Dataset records
......
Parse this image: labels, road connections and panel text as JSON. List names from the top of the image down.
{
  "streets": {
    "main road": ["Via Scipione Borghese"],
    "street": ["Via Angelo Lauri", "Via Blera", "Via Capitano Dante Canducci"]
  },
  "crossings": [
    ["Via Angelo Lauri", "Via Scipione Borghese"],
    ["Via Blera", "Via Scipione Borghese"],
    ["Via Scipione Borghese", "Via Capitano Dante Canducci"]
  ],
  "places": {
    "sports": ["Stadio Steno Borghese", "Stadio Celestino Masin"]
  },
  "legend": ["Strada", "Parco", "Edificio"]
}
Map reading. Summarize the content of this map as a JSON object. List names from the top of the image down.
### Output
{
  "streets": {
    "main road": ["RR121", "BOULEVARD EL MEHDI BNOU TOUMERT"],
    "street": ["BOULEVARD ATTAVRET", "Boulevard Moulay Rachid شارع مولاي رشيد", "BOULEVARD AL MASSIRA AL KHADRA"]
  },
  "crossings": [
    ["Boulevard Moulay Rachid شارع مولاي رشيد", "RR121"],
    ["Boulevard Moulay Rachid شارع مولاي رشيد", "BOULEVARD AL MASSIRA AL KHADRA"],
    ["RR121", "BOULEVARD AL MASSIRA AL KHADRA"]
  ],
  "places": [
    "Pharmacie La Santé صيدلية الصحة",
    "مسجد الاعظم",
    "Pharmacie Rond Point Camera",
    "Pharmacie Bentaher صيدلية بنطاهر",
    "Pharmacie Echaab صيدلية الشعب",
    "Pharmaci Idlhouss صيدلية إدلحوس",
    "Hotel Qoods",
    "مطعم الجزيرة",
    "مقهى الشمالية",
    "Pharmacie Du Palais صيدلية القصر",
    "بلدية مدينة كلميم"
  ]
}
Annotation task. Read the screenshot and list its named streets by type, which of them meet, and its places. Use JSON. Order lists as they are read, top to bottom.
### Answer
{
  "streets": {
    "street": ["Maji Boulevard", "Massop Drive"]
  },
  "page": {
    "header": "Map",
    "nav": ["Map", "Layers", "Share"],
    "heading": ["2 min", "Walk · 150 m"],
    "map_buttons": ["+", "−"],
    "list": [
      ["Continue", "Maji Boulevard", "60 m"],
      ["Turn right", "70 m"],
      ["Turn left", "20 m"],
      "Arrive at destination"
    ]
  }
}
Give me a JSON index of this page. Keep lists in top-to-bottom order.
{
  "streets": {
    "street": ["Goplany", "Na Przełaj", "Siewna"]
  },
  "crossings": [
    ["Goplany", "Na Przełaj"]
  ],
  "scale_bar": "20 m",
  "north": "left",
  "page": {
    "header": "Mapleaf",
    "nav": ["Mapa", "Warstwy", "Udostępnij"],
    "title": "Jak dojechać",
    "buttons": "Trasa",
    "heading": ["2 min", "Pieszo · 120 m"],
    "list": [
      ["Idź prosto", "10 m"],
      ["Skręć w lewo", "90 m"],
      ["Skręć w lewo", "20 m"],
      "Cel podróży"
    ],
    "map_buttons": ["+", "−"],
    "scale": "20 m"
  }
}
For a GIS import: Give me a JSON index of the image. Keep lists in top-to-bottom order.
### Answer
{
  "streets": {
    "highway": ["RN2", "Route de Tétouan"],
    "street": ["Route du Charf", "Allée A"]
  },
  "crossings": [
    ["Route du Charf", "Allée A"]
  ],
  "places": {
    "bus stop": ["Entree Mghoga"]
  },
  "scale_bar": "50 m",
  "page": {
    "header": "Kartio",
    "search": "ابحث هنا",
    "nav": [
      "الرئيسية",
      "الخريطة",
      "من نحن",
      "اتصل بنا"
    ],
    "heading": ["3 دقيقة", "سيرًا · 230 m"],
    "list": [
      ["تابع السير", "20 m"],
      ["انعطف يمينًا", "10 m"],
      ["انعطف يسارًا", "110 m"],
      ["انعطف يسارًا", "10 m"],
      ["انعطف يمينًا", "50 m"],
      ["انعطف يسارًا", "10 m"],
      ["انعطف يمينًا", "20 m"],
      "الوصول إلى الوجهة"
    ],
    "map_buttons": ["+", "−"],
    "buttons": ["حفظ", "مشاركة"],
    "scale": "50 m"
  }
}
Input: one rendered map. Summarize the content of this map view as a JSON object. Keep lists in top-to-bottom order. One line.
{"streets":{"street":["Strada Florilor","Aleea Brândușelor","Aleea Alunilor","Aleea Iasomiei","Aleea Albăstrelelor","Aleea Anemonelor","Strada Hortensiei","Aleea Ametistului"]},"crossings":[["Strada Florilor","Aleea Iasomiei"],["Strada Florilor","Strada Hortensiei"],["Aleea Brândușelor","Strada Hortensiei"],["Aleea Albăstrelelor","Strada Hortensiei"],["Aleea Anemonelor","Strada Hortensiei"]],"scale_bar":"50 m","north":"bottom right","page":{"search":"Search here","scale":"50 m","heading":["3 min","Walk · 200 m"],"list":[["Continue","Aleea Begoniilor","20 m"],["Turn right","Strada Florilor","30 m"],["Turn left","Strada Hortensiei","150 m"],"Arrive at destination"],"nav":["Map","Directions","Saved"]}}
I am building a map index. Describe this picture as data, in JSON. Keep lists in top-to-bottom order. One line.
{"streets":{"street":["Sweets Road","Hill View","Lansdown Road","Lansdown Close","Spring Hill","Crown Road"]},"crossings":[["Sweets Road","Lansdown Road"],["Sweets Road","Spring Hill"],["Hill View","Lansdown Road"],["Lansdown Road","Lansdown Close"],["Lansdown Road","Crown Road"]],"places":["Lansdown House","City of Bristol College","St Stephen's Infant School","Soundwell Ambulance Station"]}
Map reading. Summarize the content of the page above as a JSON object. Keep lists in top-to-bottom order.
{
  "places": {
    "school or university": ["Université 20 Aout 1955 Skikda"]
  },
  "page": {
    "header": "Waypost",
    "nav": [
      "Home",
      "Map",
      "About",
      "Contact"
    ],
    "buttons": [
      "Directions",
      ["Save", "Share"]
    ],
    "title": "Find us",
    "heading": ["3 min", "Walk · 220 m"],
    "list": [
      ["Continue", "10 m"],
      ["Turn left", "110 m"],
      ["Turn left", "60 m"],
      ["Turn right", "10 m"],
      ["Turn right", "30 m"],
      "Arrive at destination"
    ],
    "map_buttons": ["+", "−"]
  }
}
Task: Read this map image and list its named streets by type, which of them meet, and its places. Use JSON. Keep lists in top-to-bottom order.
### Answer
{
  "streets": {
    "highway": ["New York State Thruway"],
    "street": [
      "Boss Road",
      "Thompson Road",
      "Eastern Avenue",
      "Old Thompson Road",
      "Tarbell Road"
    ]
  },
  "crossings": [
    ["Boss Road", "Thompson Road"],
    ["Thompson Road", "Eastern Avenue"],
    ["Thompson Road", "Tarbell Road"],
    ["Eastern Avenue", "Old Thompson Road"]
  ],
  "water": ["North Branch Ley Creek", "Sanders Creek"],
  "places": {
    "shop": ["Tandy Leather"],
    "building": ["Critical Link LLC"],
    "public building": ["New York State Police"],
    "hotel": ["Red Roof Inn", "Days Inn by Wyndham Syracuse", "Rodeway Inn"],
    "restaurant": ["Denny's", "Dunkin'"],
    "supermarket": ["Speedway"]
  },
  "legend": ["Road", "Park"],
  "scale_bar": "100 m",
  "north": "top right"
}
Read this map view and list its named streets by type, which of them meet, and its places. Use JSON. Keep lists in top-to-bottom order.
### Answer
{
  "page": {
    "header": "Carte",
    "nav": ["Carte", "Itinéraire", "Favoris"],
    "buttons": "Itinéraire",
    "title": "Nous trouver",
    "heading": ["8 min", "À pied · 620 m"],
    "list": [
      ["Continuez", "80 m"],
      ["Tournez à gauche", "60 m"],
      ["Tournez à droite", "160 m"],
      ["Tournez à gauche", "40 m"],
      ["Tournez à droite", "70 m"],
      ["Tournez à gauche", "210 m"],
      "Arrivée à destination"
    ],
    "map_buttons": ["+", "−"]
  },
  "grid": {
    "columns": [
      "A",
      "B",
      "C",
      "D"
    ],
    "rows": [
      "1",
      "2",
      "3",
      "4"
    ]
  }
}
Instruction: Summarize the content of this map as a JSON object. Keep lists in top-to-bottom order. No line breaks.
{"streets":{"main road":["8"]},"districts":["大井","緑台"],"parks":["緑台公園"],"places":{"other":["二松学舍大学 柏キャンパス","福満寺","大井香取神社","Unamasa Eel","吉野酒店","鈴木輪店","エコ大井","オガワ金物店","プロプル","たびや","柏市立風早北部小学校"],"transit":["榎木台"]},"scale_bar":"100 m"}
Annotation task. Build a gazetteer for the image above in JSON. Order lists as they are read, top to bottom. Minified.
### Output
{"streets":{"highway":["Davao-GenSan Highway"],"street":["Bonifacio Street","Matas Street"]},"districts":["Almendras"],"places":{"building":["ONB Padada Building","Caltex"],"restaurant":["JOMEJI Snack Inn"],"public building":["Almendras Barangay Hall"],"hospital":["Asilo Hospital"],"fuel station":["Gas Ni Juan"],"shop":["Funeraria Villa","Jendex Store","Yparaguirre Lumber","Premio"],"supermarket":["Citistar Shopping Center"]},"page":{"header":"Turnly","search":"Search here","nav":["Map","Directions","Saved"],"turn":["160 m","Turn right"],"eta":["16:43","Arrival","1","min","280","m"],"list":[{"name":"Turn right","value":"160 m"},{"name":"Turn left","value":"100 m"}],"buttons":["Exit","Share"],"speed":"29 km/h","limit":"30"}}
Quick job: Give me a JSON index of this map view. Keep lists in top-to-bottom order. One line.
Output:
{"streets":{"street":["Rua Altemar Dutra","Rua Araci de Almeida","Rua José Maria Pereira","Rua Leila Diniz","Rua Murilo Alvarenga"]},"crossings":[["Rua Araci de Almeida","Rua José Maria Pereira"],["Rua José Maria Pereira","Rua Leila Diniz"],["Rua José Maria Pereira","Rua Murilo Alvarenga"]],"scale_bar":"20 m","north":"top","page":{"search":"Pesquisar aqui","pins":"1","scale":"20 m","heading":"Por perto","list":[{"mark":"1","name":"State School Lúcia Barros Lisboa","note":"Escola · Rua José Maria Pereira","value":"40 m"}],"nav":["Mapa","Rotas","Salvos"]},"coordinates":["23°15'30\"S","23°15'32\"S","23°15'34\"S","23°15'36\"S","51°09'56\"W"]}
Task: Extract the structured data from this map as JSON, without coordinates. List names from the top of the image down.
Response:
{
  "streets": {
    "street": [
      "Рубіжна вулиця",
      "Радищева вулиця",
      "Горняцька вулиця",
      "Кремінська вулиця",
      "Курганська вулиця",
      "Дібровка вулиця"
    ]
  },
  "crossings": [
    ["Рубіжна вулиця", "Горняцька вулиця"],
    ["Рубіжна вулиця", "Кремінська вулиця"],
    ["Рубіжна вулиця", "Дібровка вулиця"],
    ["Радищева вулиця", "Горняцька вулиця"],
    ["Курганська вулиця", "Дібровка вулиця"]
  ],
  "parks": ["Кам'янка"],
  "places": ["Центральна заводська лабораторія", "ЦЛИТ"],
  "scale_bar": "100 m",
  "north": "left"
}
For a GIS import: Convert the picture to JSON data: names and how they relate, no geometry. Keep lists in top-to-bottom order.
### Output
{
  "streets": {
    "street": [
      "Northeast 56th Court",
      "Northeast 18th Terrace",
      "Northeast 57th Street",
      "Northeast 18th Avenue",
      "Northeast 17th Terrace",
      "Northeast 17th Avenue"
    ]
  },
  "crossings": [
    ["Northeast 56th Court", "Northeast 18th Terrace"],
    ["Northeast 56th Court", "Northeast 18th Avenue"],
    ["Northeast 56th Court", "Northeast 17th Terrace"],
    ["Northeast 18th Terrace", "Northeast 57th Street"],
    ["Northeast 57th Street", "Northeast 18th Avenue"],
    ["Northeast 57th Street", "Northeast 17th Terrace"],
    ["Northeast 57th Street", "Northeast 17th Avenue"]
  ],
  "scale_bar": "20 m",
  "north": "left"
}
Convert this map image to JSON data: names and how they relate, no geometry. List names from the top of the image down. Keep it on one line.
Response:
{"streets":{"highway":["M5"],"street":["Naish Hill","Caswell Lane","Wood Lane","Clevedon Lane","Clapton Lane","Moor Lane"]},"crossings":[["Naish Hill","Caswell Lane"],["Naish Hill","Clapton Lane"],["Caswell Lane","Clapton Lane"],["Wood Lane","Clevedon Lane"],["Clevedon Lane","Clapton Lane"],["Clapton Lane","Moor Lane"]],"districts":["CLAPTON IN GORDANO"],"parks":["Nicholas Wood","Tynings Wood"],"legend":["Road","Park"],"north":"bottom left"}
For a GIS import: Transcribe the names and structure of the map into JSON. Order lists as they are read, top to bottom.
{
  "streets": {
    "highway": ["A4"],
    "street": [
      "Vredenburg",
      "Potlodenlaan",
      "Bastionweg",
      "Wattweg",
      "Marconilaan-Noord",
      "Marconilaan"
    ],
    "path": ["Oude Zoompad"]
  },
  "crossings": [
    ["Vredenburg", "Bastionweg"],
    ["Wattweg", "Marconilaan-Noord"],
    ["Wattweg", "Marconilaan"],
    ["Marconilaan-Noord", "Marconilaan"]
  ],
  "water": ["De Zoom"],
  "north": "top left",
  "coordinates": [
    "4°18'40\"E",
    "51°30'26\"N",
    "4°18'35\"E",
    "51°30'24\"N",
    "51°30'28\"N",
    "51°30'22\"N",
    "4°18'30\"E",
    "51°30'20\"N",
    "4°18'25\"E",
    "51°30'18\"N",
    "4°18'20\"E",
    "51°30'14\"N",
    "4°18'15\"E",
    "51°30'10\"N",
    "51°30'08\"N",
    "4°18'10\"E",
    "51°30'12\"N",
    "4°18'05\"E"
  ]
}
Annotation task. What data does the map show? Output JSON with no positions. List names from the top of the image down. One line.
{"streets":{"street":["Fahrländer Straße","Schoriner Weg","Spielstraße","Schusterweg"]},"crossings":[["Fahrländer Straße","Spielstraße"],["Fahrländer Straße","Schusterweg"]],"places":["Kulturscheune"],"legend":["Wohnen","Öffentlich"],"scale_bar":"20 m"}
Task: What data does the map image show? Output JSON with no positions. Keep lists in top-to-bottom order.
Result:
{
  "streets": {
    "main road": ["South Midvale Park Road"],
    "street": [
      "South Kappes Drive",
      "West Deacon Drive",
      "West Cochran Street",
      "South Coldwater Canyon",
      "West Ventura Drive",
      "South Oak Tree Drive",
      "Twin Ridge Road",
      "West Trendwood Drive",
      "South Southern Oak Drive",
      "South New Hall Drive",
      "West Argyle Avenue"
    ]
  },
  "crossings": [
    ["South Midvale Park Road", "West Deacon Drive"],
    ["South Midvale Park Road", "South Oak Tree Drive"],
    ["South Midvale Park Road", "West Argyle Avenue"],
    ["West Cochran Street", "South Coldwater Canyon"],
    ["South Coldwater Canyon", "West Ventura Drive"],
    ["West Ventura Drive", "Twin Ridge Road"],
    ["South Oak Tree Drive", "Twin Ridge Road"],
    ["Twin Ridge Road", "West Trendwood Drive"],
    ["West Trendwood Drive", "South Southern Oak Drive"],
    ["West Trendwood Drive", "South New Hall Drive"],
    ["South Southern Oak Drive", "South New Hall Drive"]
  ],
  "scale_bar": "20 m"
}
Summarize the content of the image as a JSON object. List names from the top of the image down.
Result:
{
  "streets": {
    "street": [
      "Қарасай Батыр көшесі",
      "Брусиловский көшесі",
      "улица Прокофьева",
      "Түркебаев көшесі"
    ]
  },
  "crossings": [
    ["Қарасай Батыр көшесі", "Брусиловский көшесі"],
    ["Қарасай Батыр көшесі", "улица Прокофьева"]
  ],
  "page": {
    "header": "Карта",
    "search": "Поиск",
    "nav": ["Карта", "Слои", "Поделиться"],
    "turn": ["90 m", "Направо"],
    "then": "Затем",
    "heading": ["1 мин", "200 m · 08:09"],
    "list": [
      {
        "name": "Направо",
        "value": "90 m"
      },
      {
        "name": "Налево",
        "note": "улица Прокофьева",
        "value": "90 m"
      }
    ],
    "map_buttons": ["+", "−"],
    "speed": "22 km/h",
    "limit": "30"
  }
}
......
* Problem requirements: If a line in the data holds the string "Convert", copy that line.

* Exercise response:
For a GIS import: Convert the picture to JSON data: names and how they relate, no geometry. Keep lists in top-to-bottom order.
Convert this map image to JSON data: names and how they relate, no geometry. List names from the top of the image down. Keep it on one line.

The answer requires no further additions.